__RECORDS PROVIDED__:
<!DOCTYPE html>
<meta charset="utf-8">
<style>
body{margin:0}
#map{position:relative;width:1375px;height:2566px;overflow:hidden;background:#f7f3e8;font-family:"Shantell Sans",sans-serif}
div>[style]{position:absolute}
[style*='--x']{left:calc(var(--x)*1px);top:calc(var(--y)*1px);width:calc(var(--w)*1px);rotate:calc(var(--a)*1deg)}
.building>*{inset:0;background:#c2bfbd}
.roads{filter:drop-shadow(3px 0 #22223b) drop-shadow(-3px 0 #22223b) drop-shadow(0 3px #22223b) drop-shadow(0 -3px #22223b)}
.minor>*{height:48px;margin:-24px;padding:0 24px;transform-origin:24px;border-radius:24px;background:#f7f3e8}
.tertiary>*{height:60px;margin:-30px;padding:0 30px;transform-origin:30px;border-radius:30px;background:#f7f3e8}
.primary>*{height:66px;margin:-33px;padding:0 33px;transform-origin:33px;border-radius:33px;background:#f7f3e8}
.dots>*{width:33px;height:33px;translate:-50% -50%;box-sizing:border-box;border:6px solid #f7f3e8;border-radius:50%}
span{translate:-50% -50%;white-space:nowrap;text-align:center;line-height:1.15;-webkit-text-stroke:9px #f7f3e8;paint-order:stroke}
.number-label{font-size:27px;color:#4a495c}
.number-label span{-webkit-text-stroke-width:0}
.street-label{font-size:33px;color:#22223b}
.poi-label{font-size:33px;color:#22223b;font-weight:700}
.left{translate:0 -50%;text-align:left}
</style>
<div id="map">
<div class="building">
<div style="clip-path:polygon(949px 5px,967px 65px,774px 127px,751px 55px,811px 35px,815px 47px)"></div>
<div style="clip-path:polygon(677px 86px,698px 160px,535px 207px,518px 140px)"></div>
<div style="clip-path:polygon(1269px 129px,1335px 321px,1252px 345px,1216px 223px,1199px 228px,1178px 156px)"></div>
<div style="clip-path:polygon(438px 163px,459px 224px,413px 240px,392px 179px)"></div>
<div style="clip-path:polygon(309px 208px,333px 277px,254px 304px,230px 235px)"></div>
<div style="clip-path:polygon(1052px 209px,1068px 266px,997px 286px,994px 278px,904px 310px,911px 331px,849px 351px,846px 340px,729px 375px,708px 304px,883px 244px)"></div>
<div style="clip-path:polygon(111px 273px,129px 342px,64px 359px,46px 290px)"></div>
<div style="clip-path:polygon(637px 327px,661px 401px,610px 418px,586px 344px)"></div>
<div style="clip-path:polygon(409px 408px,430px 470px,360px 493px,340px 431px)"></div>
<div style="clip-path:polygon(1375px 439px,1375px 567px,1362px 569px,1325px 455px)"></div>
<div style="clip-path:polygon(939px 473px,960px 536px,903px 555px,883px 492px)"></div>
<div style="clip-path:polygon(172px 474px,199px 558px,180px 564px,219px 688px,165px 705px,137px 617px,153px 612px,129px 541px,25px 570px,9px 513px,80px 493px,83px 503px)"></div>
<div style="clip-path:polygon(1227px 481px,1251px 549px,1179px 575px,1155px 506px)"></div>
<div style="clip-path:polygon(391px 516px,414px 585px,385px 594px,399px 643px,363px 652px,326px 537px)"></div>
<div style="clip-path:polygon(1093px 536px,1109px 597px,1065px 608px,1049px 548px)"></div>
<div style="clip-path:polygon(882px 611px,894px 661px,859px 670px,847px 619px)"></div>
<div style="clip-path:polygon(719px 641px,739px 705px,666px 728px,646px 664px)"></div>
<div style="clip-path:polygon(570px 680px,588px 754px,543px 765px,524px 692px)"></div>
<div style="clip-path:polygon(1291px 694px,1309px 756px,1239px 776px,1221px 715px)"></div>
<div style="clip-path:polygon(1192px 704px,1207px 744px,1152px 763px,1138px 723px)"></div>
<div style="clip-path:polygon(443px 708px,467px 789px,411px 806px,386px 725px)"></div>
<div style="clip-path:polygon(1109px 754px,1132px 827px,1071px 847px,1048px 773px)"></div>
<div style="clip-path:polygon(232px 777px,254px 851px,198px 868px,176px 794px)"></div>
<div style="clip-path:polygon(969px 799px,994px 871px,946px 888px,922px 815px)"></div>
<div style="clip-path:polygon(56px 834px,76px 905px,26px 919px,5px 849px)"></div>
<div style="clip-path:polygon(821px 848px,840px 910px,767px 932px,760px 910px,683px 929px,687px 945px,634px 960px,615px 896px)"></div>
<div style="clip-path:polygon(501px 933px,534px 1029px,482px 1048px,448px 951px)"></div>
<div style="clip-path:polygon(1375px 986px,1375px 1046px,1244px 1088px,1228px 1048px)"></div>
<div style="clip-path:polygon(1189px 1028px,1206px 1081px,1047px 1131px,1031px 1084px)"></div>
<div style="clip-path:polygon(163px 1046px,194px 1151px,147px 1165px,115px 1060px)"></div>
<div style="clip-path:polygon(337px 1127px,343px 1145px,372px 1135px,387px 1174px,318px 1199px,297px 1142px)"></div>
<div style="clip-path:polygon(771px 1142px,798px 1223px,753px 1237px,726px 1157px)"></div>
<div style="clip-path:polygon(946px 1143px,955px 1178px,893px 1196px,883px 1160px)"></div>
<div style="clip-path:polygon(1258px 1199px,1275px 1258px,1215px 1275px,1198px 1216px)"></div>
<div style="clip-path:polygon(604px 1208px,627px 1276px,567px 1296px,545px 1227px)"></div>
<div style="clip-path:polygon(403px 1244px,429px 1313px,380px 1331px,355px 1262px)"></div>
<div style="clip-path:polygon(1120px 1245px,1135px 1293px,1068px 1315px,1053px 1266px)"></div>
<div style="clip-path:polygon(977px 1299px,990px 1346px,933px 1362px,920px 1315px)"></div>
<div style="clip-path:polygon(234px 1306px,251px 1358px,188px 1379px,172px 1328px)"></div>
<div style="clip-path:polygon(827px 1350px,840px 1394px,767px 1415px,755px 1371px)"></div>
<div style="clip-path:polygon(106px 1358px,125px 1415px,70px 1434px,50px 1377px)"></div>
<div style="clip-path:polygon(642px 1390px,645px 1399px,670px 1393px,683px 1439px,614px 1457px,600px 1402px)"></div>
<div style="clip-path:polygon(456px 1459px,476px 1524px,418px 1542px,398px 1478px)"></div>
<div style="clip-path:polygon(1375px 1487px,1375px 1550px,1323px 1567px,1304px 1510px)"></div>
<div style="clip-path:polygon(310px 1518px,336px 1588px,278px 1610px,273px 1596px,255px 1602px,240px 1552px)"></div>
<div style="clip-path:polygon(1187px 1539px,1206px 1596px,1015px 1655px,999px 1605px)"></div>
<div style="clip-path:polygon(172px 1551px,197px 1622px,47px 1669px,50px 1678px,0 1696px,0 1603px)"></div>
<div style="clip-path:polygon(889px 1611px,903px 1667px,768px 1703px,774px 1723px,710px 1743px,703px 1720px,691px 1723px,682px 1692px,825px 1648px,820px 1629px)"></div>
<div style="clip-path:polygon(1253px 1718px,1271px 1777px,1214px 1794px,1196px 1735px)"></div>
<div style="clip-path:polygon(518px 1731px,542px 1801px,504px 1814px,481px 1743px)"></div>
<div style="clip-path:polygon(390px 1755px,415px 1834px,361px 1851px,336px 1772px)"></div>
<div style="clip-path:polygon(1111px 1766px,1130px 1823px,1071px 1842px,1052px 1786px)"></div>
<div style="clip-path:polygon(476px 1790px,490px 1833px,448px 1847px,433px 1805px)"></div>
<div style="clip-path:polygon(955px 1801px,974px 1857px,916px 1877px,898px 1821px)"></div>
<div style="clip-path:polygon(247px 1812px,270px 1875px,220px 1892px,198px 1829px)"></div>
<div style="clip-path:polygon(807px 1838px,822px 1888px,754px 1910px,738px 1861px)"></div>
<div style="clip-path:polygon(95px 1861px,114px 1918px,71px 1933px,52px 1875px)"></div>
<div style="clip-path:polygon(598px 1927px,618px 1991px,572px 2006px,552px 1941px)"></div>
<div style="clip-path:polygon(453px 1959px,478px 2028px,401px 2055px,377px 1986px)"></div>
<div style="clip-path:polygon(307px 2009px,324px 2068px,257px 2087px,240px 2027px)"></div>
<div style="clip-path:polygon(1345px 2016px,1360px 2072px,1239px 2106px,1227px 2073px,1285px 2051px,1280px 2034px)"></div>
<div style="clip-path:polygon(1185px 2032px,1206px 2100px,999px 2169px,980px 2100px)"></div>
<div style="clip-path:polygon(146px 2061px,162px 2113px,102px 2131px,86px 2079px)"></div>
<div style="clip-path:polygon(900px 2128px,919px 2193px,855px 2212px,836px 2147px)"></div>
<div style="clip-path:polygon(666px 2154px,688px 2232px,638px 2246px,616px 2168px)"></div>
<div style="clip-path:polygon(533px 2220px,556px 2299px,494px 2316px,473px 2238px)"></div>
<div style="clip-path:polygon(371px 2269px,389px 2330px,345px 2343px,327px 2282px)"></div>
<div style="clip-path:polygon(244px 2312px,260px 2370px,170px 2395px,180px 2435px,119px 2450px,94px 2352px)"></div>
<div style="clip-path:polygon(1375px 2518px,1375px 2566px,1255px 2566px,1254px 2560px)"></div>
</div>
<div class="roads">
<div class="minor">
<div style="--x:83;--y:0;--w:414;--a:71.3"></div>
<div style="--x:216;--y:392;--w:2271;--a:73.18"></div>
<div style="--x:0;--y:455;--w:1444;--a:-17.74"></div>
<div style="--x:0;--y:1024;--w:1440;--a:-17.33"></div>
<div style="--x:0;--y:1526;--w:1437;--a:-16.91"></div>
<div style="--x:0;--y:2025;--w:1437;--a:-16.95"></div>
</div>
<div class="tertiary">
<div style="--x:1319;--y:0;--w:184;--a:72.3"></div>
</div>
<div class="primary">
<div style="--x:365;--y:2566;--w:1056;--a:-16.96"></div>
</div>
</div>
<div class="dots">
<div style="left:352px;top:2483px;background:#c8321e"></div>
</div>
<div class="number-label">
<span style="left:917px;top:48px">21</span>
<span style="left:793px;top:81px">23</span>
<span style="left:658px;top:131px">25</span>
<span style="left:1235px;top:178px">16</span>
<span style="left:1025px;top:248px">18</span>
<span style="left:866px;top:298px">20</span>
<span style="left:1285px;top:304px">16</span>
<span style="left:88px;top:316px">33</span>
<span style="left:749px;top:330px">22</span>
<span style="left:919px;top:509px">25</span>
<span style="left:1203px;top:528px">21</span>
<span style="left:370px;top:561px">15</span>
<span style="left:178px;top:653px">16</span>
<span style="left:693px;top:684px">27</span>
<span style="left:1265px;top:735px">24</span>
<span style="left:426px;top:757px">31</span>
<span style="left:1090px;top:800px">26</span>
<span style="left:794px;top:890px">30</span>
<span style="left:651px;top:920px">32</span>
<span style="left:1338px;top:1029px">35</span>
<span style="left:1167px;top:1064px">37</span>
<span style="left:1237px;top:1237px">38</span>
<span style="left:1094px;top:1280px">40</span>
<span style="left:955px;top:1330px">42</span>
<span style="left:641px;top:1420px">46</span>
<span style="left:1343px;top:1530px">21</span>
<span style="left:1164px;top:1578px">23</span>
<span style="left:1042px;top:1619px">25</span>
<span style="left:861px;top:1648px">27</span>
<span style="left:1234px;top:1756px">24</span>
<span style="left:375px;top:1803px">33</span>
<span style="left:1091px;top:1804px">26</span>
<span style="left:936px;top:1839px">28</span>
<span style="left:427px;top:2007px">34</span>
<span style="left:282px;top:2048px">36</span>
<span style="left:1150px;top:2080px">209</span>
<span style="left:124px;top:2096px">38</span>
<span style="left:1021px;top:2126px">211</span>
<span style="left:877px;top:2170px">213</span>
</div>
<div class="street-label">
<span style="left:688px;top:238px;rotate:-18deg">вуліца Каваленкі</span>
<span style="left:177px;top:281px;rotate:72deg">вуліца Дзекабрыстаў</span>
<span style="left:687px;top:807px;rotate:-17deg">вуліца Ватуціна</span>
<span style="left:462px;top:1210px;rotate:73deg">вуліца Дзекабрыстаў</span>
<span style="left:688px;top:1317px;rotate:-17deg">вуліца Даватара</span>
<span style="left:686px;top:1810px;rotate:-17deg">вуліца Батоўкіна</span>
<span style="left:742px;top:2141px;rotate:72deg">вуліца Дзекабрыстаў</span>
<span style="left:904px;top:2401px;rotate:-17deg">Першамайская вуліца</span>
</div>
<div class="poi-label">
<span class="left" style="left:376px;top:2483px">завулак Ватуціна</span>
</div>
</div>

__DIRECTIONS FOR THIS TASK__:
When the word "position" turns up on a line of the material above, copy that line.

__SOLUTION TO THIS PROBLEM__:
#map{position:relative;width:1375px;height:2566px;overflow:hidden;background:#f7f3e8;font-family:"Shantell Sans",sans-serif}
div>[style]{position:absolute}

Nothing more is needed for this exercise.